De 1966 à 1972, il enseigne la poésie à Queen's University. Un premier recueil, Eleven Poems (Onze poèmes), est publié en 1965, et l'année suivante Death of a Naturalist (Mort d'un naturaliste) est très bien accueilli et obtient plusieurs prix. Heaney y exprime son attachement profond pour la ferme de son enfance et pour le travail des champs, qui devient une métaphore de son activité de poète, l'inscrivant dans la continuité de ses ancêtres. C'est l'époque où, en Irlande du Nord, le mouvement pour les droits civiques des catholiques s'oppose de plus en plus violemment aux loyalistes protestants. Après les affrontements d'octobre 1968 dans le quartier catholique du Bogside à Londonderry, Heaney écrit un article dans le Listener pour exprimer son indignation.

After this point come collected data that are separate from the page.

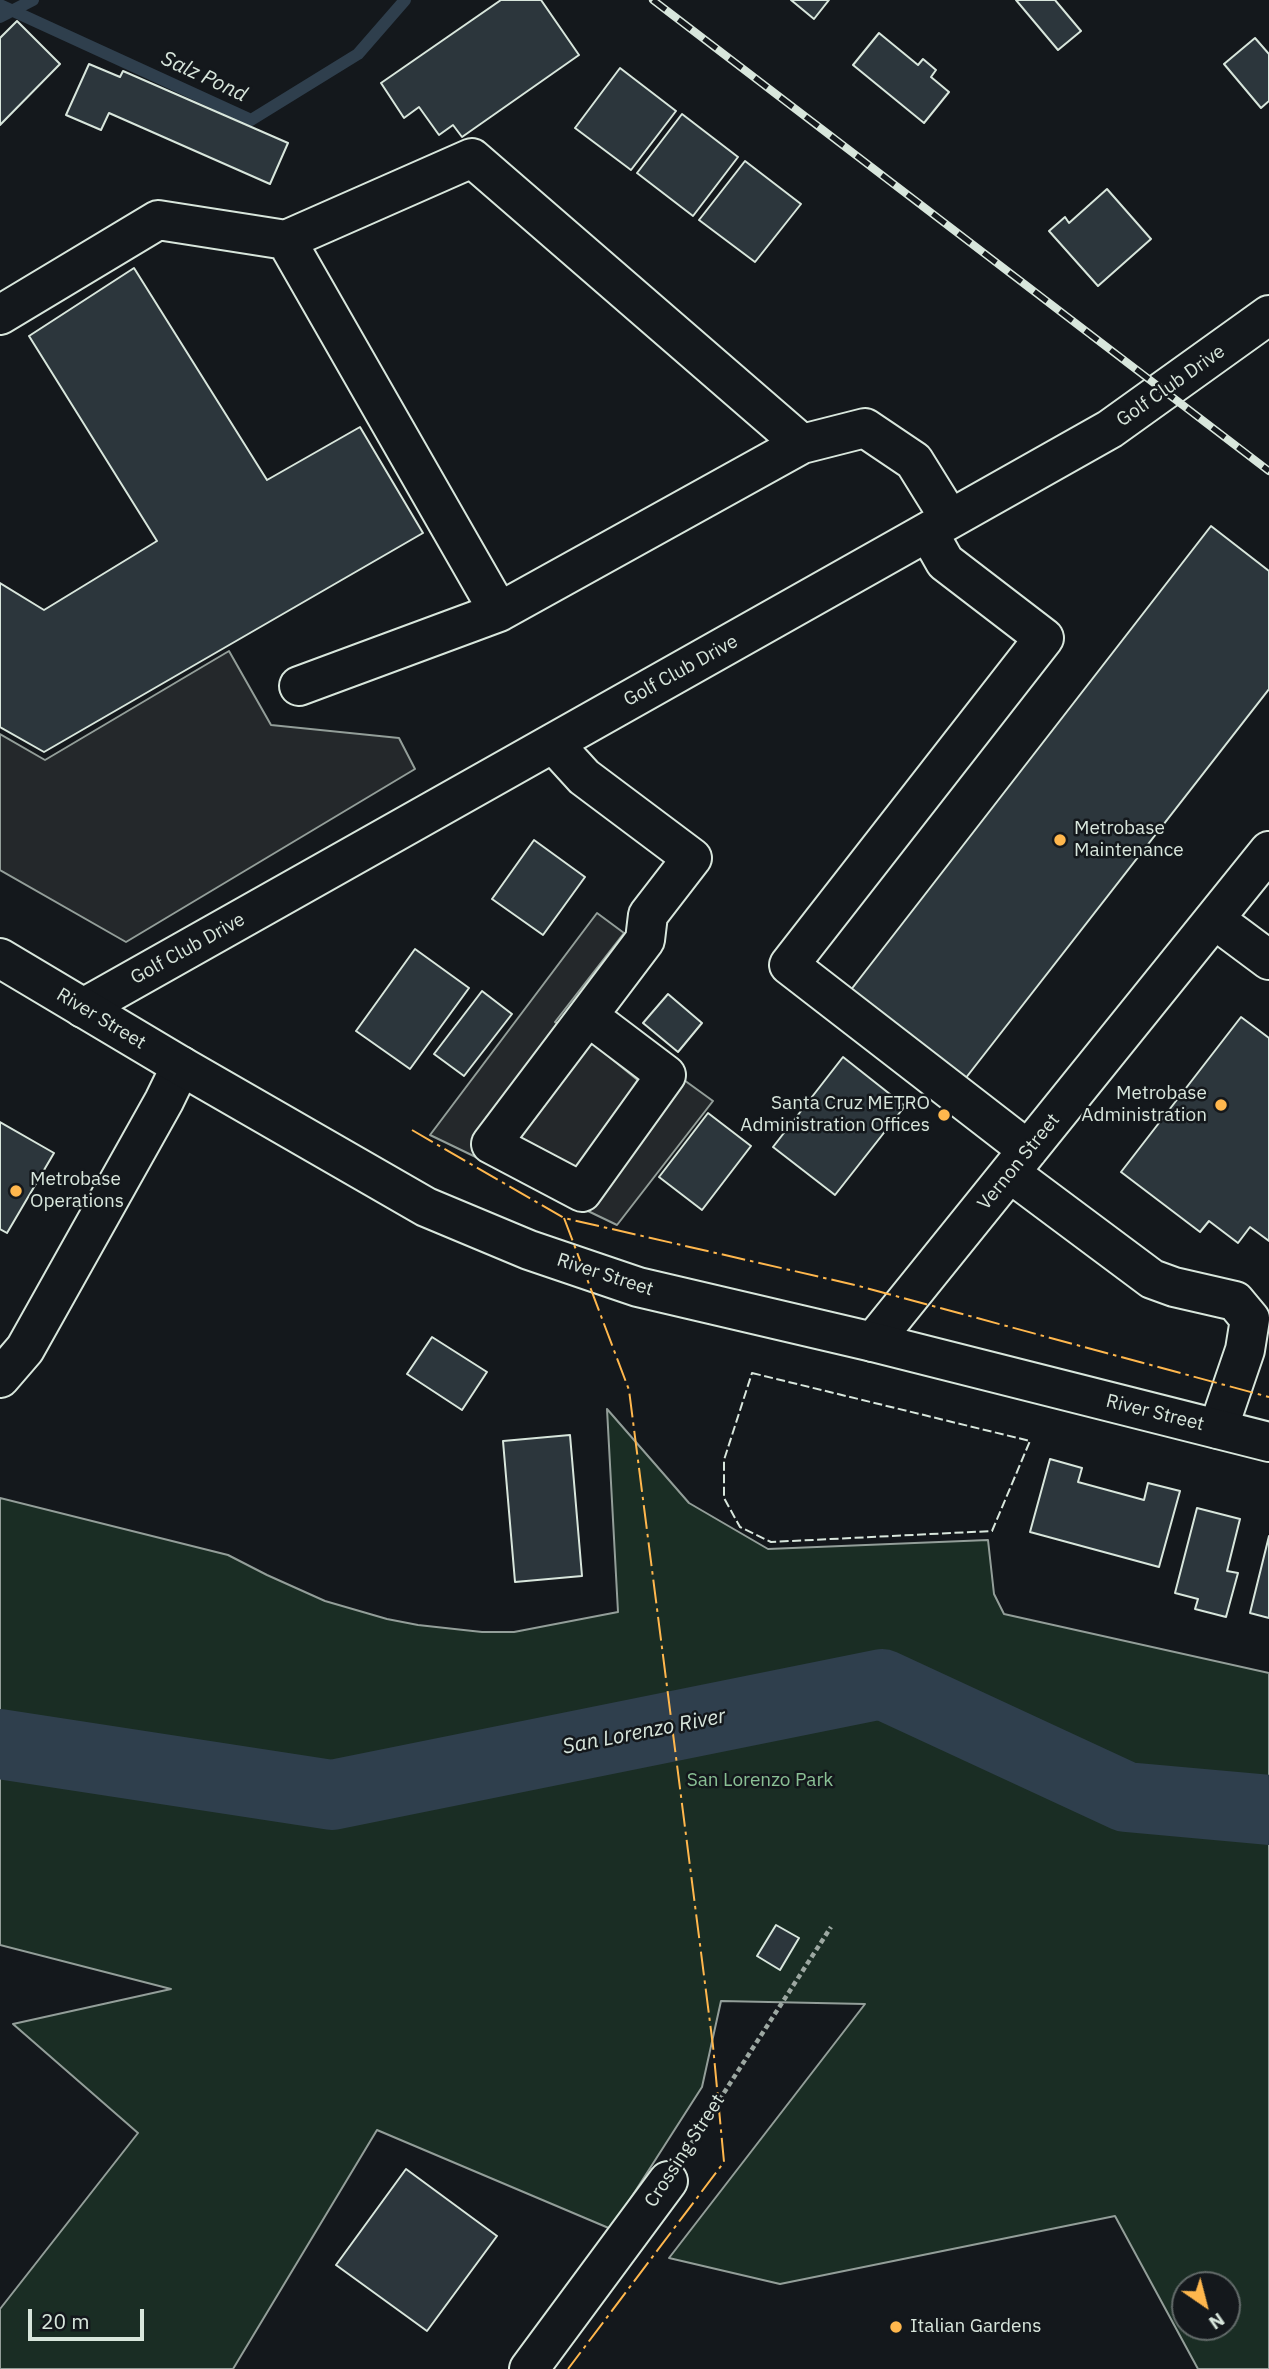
<!DOCTYPE html>
<html>
<head>
<meta charset="utf-8">
<style>
  body { margin:0 }
  #map { position:relative; width:1269px; height:2369px; overflow:hidden; background:#14181c; font-family:"IBM Plex Sans",sans-serif }
  canvas { display:block }
  .north { position:absolute; left:1171px; top:2271px; width:70px; height:70px; box-sizing:border-box; background:#14181c; border:2px solid #626a69; border-radius:50%; rotate:145deg; font-size:19px; font-weight:700; line-height:28px; text-align:center; color:#d8e6dc }
  .north::after { content:''; display:block; margin:auto; width:24px; height:32px; background:#ffb74d; clip-path:polygon(50% 0,100% 100%,50% 72%,0 100%) }
  .scale { position:absolute; left:28px; top:2309px; width:116px; height:32px; box-sizing:border-box; border:4px solid #d8e6dc; border-top:0; padding-left:9px; font-size:21px; line-height:24px; white-space:nowrap; color:#d8e6dc; -webkit-text-stroke:5px #14181c; paint-order:stroke }
</style>
</head>
<body>
<div id="map">
<canvas width="1269" height="2369"></canvas>
<div class="north">N</div>
<div class="scale">20 m</div>
</div>
<script>
const context = document.querySelector('canvas').getContext('2d');
context.lineJoin = 'round';
function fillPath(path, color) {
  context.fillStyle = color;
  context.fill(path, 'evenodd');
}
function trace(path, color, width, dash) {
  context.strokeStyle = color;
  context.lineWidth = width;
  context.lineCap = dash ? 'butt' : 'round';
  context.setLineDash(dash || []);
  context.stroke(path);
}
function write(font, color, halo, rows, align = 'center') {
  context.font = font + ' "IBM Plex Sans",sans-serif';
  context.lineWidth = 5;
  context.setLineDash([]);
  context.textBaseline = 'middle';
  context.strokeStyle = halo;
  context.fillStyle = color;
  for (const [text, x, y, turn = 0] of rows) {
    context.save();
    context.translate(x, y);
    context.rotate((+turn || 0) * Math.PI / 180);
    context.textAlign = isNaN(turn) ? turn : align;
    if (halo) context.strokeText(text, 0, 0);
    context.fillText(text, 0, 0);
    context.restore();
  }
}
const green = new Path2D(`
  M607,1409L689,1503L768,1549L988,1540L994,1594L1004,1614L1269,1673V2369H1198L1115,2216L780,2284L669,2258L865,2004L721,2001L702,2087L611,2229L377,2130L233,2369H0V2309L138,2133L13,2024L171,1989L0,1945V1498L228,1555L267,1575L325,1601L387,1619L418,1625L482,1632H514L618,1612ZM1185,2285H1227V2327H1185Z`);
fillPath(green, '#1a2d24');
trace(green, '#939e99', 2);
const parking = new Path2D(`
  M229,651L271,725L399,738L415,769L126,942L0,870V734L45,760Z
  M597,913L624,933L555,1022L586,1038L640,1082L684,1080L713,1101L617,1225L430,1135Z`);
fillPath(parking, '#24282b');
trace(parking, '#939e99', 2);
trace(new Path2D(`
  M0,5L251,120L358,54L405,0
  M0,17L33,0`), '#2f3f4d', 12);
trace(new Path2D(`
  M0,1744L332,1795L882,1684L1126,1797L1269,1810`), '#2f3f4d', 70);
const building = new Path2D(`
  M501,0H541L579,55L462,137L453,125L439,135L419,107L404,118L381,83Z
  M791,0H829L814,19Z
  M1016,0H1055L1081,31L1058,50Z
  M17,21L60,64L0,125V38Z
  M879,33L918,65L923,59L936,70L931,77L949,92L924,123L853,65Z
  M1255,38L1269,54V101L1261,108L1224,64Z
  M89,64L120,77L123,71L288,143L270,184L109,113L101,130L66,115Z
  M620,68L676,111L631,170L575,128Z
  M682,114L738,157L693,216L637,173Z
  M745,161L801,204L755,262L699,220Z
  M1107,189L1151,239L1098,286L1049,231L1065,217L1069,223Z
  M134,268L267,480L360,427L423,533L44,752L0,727V583L44,610L157,541L29,336Z
  M1211,526L1269,571V689L965,1079L850,991Z
  M534,840L585,877L543,935L492,899Z
  M415,949L469,988L410,1069L356,1031Z
  M482,991L512,1014L464,1076L434,1054Z
  M668,994L702,1023L678,1052L643,1023Z
  M1241,1017L1269,1038V1241L1250,1227L1238,1243L1209,1221L1200,1232L1121,1172Z
  M843,1057L905,1106L835,1195L773,1147Z
  M708,1113L751,1146L702,1210L659,1177Z
  M0,1122L54,1153L7,1233L0,1229Z
  M432,1337L487,1372L462,1410L407,1374Z
  M570,1435L582,1576L515,1582L503,1441Z
  M1050,1459L1082,1468L1078,1482L1144,1500L1148,1483L1180,1491L1159,1567L1030,1532Z
  M1197,1508L1240,1519L1227,1571L1238,1573L1226,1617L1195,1609L1198,1599L1175,1593Z
  M1269,1536V1618L1250,1613Z
  M776,1925L799,1938L780,1970L757,1956Z
  M406,2169L497,2236L427,2331L336,2265Z`);
fillPath(building, '#2c363c');
trace(building, '#d8e6dc', 2);
const minor = new Path2D(`
  M0,315L158,220L286,240L472,158L802,444L499,612L286,240
  M802,444L865,428L914,461L950,519
  M928,532L945,562L1044,638L789,965L1028,1150
  M299,686L499,612
  M553,743L584,777L692,858L648,915L645,940L491,1144L582,1192L666,1075L588,1016
  M1214,919L1269,960
  M83,1008L1110,429L1269,315
  M1010,1173L1152,1279L1174,1287L1235,1301L1250,1319L1245,1350L1218,1429
  M873,1342L1269,851
  M0,1378L25,1349L164,1101L181,1066
  M529,2369L668,2181`);
const major = new Path2D(`
  M0,958L181,1066L426,1207L529,1250L638,1287L873,1342L1269,1442`);
trace(minor, '#d8e6dc', 42);
trace(major, '#d8e6dc', 42);
trace(new Path2D(`
  M687,2150L831,1927`), '#9da8a2', 4.5, [5, 3.5]);
trace(minor, '#14181c', 38);
trace(major, '#14181c', 38);
const rail = new Path2D(`
  M653,0L1269,471`);
trace(rail, '#d8e6dc', 8);
trace(rail, '#14181c', 5, [16]);
trace(new Path2D(`
  M752,1373L1030,1441L992,1531L771,1542L740,1527L724,1498V1460Z`), '#d8e6dc', 2, [9, 3.5]);
trace(new Path2D(`
  M412,1130L564,1218L855,1285L1269,1397
  M564,1218L629,1390L713,2046L724,2162L568,2369`), '#ffb74d', 2, [24, 5, 3.5, 5]);
for (const [x, y, r, color] of [
  [1060,840,7,"#ffb74d"],
  [1221,1105,7,"#ffb74d"],
  [944,1115,7,"#ffb74d"],
  [16,1191,7,"#ffb74d"],
  [896,2327,7,"#ffb74d"]
]) {
  const dot = new Path2D();
  dot.arc(x, y, r, 0, 2 * Math.PI);
  context.fillStyle = color;
  context.fill(dot);
  trace(dot, '#14181c', 2.5);
}
write('19px', '#d8e6dc', '#14181c', [
  ["Golf Club Drive",1171,386,-35],
  ["Golf Club Drive",681,671,-29],
  ["Golf Club Drive",188,949,-29],
  ["River Street",101,1019,31],
  ["Vernon Street",1019,1162,-51],
  ["River Street",605,1275,18],
  ["River Street",1155,1413,14],
  ["Crossing Street",685,2151,-57]
]);
write('19px', '#d8e6dc', '#14181c', [
  ["Metrobase",1074,829],
  ["Maintenance",1074,851],
  ["Metrobase",1207,1094,"right"],
  ["Administration",1207,1116,"right"],
  ["Santa Cruz METRO",930,1104,"right"],
  ["Administration Offices",930,1126,"right"],
  ["Metrobase",30,1180],
  ["Operations",30,1202],
  ["Italian Gardens",910,2327]
], 'left');
write('19px', '#8ac095', '#14181c', [
  ["San Lorenzo Park",760,1781]
]);
write('italic 21px', '#d8e6dc', '#14181c', [
  ["Salz Pond",204,77,25],
  ["San Lorenzo River",644,1732,-11]
]);
</script>
</body>
</html>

En 1969, Door into the Dark (La Porte vers l'obscurité) approfondit la méditation sur l'imprégnation culturelle et historique des mots, faisant du paysage un véritable lieu de mémoire. En 1970-1971, Heaney passe un an à l'université de Berkeley, en Californie, et, lorsqu'il revient en Irlande, la situation politique s'est encore détériorée. Wintering Out (1972, Hibernation) fait écho à la crise de l'Ulster tout en cherchant à éviter le double écueil de la poésie engagée et du retrait dans un univers privé. Se livrant à une véritable archéologie de la langue à partir des mutations du territoire, le recueil reprend la tradition irlandaise des dinnsenchas, poèmes ancrés dans la mythologie des lieux. À travers le lien entre étymologie et paysage, c'est tout l'héritage d'une culture anglaise greffée qu'il s'agit de déchiffrer.
En face de la pression grandissante qui le pousse à mettre son art au service de la cause nationaliste, Heaney prend en 1972 la décision de quitter Belfast et d'aller vivre à Dublin, cherchant à « mettre la pratique de la poésie plus résolument au centre de [sa] vie ». Son recueil suivant, North (1975, Nord), affronte directement la crise politique en Irlande du Nord et s'interroge sur la responsabilité du poète. Puisant dans la poésie scandinave, provençale et anglo-saxonne, la première partie du recueil est une méditation sur le passé irlandais et sur la double nature du langage, à la fois instrument de domination et outil de l'activité poétique. Le recueil porte la marque de l'ouvrage de P. V. Glob, Le Peuple des tourbières (1969), dont la lecture fut pour Heaney une véritable révélation. Cette étude de meurtres rituels accomplis dans le Jutland à l'âge du fer était accompagnée de photographies des corps des victimes que la boue des tourbières avait conservés pendant deux mille ans. Heaney rapproche les cadavres ainsi sacrifiés de la situation irlandaise présente dans une série de « poèmes des tourbières ». La seconde partie du volume, plus ancrée dans le présent, explore le conflit d'allégeance du poète et son malaise devant le combat nationaliste.[...]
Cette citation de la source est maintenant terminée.